O multiplicar está explicado no
livro Parábolas de Jesus (p.190), onde Ellen White afirma que por todo
sacrifício sincero no serviço do Mestre, nossas faculdades aumentarão. O
desenvolvimento de todas as nossas faculdades é a primeira obrigação que
devemos a Deus e a nossos semelhantes. Nunca devemos abaixar a norma de justiça
com o fim de acomodar à prática do mal, tendências herdadas ou cultivadas.
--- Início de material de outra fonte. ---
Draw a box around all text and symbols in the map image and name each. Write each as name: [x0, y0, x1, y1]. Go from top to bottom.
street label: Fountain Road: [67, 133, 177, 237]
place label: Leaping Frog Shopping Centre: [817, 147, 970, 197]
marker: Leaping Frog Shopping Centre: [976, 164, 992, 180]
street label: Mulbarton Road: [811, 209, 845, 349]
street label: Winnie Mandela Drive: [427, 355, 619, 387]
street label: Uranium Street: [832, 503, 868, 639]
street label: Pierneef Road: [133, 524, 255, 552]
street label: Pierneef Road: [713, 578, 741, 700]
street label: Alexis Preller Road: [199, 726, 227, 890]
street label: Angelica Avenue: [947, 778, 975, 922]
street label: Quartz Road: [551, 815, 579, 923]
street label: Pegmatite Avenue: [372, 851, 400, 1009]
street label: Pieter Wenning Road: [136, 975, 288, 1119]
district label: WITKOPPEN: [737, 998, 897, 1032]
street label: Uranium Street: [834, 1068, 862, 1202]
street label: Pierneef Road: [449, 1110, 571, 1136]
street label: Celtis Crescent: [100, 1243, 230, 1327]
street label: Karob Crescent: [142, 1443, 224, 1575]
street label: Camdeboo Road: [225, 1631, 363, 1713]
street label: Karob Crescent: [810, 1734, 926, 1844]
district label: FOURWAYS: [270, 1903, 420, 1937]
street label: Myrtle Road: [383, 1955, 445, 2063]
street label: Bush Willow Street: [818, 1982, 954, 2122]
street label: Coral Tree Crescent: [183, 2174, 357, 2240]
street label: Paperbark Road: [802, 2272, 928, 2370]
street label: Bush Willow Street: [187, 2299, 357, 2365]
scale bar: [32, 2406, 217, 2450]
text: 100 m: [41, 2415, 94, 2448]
Requer o Senhor de todo cristão crescimento em eficiência e capacidade em todo
ramo. Quanto mais procurar comunicar luz, mais luz receberá. Olhando para
Cristo adquirimos visão mais brilhante e distinta de Deus, e pela contemplação
somos transformados. A benignidade e o amor para com nossos semelhantes
tornam-se um instinto natural. Desenvolvemos caráter que é uma cópia do divino.
Crescendo à Sua semelhança, ampliamos nossa capacidade de conhecer a Deus. Mais
e mais entramos em comunhão com o mundo celeste, e temos poder incessantemente
crescente de receber as riquezas do conhecimento e sabedoria da eternidade.
Pelo acima exposto podemos
definir o enterrar como sendo justamente o oposto do acima; a conformidade com
o mundo. Se a comunhão com os semelhantes é luz, o servo que enterrou o talento
não procurou desenvolvê-lo retirando o talento da rede de cooperação divina,
proibindo outros de serem abençoados. A situação do mau servo é a mesma das
cinco virgens sem óleo, não acumularam tesouros no céu depositando obras de
misericórdia.
Em Tiago 2:8 encontramos o que
segue: “Todavia, se cumprirdes, conforme a Escritura, a lei real: Amarás a teu
próximo como a ti mesmo, bem fazeis”. O verso 13 do mesmo capítulo afirma: “Porque
o juízo será sem misericórdia sobre aquele que não fez misericórdia; e a
misericórdia triunfa do juízo”.
As igrejas cristãs apresentam aos
fiéis um evangelho místico, onde os crentes ajuízam que os ritos são todo
suficientes para assegurar vitória no juízo. No entanto o apóstolo Tiago
adverte: “Porventura o nosso pai Abraão não foi justificado pelas obras, quando
ofereceu sobre o altar o seu filho Isaque? Bem vês que a fé cooperou com as
suas obras, e que pelas obras a fé foi aperfeiçoada. E cumpriu-se a Escritura,
que diz: E creu Abraão em Deus, e foi-lhe isso imputado como justiça, e foi
chamado o amigo de Deus. Vedes então que o homem é justificado pelas obras, e
não somente pela fé. E de igual modo Raabe, a meretriz, não foi também
justificada pelas obras, quando recolheu os emissários, e os despediu por outro
caminho? Porque, assim como o corpo sem o espírito está morto, assim também a
fé sem obras é morta”.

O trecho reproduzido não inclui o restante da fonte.